--- AIM OF THE TASK ---
Search the records below for "radius" and copy every line it turns up in.

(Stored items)
☆ ☆ ☆
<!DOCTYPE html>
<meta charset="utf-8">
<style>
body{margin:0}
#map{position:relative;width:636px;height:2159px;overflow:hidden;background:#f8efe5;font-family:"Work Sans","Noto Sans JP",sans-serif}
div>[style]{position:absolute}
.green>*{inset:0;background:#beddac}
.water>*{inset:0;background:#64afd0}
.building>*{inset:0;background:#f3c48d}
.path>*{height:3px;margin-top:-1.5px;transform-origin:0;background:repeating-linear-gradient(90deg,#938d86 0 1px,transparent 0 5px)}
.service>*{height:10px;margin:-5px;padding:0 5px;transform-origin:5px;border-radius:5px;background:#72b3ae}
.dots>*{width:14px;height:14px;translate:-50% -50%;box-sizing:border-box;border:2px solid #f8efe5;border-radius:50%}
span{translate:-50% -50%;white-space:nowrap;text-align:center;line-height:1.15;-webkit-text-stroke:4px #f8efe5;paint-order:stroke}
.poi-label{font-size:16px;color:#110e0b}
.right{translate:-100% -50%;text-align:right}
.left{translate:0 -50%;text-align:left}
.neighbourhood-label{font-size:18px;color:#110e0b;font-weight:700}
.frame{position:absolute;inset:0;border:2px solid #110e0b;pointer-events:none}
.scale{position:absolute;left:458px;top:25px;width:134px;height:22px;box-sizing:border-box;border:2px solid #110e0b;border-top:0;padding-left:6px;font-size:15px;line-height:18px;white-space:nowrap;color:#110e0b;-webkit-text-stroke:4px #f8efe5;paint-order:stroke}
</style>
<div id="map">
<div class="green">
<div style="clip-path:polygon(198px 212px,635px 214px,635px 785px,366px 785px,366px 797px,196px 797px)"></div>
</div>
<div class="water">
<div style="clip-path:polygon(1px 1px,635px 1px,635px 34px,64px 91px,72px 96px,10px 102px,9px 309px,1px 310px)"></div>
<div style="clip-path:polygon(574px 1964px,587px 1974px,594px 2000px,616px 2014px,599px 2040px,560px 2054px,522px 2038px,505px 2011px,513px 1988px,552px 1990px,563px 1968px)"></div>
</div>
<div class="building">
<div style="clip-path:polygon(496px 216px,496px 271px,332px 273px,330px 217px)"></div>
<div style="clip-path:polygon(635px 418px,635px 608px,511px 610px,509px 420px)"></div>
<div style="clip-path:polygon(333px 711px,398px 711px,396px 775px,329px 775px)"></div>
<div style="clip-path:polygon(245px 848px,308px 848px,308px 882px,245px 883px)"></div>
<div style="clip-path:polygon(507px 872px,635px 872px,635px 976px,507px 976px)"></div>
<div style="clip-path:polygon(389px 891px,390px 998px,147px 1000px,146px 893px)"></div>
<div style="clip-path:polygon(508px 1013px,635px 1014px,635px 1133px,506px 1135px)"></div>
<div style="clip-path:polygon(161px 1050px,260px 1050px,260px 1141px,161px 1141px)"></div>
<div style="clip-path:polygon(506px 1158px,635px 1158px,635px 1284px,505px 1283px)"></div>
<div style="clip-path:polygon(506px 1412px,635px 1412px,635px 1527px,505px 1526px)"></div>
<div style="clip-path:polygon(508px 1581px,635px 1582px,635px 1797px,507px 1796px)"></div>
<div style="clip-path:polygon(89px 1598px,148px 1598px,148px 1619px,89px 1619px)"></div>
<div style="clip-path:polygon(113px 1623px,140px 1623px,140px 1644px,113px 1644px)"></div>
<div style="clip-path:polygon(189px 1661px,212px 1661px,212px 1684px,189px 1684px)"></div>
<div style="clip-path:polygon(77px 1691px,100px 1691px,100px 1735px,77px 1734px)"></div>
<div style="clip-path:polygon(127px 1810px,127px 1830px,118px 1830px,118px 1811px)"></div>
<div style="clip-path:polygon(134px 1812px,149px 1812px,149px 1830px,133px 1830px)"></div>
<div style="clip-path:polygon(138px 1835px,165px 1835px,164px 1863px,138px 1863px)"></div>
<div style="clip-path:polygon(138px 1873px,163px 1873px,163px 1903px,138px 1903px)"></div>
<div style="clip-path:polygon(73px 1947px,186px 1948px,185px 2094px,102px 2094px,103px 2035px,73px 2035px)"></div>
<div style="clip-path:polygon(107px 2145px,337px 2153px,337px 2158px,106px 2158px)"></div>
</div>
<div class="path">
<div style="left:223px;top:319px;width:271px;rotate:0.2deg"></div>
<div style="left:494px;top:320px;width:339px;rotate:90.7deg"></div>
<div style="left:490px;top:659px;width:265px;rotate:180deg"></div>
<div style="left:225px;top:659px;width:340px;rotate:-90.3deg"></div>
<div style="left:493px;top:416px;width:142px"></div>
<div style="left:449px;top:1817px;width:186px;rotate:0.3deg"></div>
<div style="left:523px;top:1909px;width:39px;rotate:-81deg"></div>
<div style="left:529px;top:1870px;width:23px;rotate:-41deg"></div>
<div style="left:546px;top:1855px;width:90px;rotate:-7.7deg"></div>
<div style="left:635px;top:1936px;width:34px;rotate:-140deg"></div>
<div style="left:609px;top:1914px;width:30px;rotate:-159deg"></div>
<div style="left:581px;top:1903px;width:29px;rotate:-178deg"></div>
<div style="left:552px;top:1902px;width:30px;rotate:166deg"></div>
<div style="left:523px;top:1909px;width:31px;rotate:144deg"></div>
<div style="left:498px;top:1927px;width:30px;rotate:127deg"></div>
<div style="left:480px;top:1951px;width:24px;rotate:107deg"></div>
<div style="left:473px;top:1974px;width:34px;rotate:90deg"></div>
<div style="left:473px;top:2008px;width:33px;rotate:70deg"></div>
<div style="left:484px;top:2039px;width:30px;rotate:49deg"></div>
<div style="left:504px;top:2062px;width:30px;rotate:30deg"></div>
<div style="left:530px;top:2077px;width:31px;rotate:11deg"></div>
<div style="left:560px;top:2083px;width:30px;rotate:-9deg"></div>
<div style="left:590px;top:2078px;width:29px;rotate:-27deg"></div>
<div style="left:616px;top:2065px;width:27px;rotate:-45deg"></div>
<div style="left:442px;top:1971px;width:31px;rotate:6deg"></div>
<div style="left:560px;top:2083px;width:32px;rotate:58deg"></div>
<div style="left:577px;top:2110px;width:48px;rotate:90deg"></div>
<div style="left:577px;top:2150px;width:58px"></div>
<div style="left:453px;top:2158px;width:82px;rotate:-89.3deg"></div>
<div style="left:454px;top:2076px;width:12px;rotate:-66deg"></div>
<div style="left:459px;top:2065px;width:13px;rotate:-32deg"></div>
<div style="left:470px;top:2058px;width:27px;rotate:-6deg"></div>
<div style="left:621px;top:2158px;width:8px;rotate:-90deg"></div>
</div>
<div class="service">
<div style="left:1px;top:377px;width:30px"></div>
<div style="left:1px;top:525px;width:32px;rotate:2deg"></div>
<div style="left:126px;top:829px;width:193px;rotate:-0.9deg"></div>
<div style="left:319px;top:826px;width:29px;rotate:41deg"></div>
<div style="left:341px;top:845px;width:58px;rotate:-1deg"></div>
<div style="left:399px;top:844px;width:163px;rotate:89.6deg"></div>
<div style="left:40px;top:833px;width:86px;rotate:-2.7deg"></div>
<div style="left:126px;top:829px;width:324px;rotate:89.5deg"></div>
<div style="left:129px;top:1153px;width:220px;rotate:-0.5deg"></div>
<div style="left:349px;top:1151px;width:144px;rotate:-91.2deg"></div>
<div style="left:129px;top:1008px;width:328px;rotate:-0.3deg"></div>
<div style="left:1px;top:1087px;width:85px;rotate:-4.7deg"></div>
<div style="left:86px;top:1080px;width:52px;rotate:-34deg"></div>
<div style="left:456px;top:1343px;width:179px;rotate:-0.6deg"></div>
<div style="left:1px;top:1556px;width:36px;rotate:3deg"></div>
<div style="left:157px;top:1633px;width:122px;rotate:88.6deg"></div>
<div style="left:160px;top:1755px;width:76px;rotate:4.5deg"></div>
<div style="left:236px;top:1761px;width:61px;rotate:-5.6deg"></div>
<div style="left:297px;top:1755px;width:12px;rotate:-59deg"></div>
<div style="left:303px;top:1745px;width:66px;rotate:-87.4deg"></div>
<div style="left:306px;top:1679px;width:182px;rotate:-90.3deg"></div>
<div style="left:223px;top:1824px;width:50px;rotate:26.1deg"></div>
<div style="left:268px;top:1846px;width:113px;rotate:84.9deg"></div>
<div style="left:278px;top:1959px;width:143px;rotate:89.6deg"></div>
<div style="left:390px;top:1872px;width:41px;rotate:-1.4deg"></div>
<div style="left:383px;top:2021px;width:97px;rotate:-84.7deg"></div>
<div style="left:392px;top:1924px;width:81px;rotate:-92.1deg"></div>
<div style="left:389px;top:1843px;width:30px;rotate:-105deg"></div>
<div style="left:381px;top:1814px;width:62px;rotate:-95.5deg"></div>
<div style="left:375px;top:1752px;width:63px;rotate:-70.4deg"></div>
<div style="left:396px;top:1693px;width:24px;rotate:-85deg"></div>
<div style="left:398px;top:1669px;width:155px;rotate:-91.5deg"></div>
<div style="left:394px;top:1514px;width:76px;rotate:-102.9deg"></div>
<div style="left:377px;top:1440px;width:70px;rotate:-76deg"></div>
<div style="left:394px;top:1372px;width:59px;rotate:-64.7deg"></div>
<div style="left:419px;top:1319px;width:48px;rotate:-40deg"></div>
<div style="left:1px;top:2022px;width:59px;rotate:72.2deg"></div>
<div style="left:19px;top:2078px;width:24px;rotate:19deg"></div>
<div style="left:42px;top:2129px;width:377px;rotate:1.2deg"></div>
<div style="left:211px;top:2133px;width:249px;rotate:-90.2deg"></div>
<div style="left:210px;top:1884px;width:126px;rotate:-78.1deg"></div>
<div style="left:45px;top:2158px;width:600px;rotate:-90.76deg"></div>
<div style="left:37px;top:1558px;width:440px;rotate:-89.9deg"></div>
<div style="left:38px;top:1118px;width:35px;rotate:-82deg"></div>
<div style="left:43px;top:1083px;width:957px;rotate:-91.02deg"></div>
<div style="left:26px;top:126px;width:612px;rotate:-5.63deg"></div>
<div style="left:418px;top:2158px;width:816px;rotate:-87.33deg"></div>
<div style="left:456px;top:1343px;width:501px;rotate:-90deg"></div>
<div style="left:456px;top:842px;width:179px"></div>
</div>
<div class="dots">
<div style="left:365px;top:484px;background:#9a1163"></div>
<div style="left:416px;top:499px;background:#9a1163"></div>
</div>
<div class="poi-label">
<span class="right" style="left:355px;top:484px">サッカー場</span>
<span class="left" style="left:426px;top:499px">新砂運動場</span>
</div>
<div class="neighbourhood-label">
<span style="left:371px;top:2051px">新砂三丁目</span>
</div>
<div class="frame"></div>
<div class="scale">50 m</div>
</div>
☆ ☆ ☆
--- RESPONSE FOR THIS EXERCISE ---
.service>*{height:10px;margin:-5px;padding:0 5px;transform-origin:5px;border-radius:5px;background:#72b3ae}
.dots>*{width:14px;height:14px;translate:-50% -50%;box-sizing:border-box;border:2px solid #f8efe5;border-radius:50%}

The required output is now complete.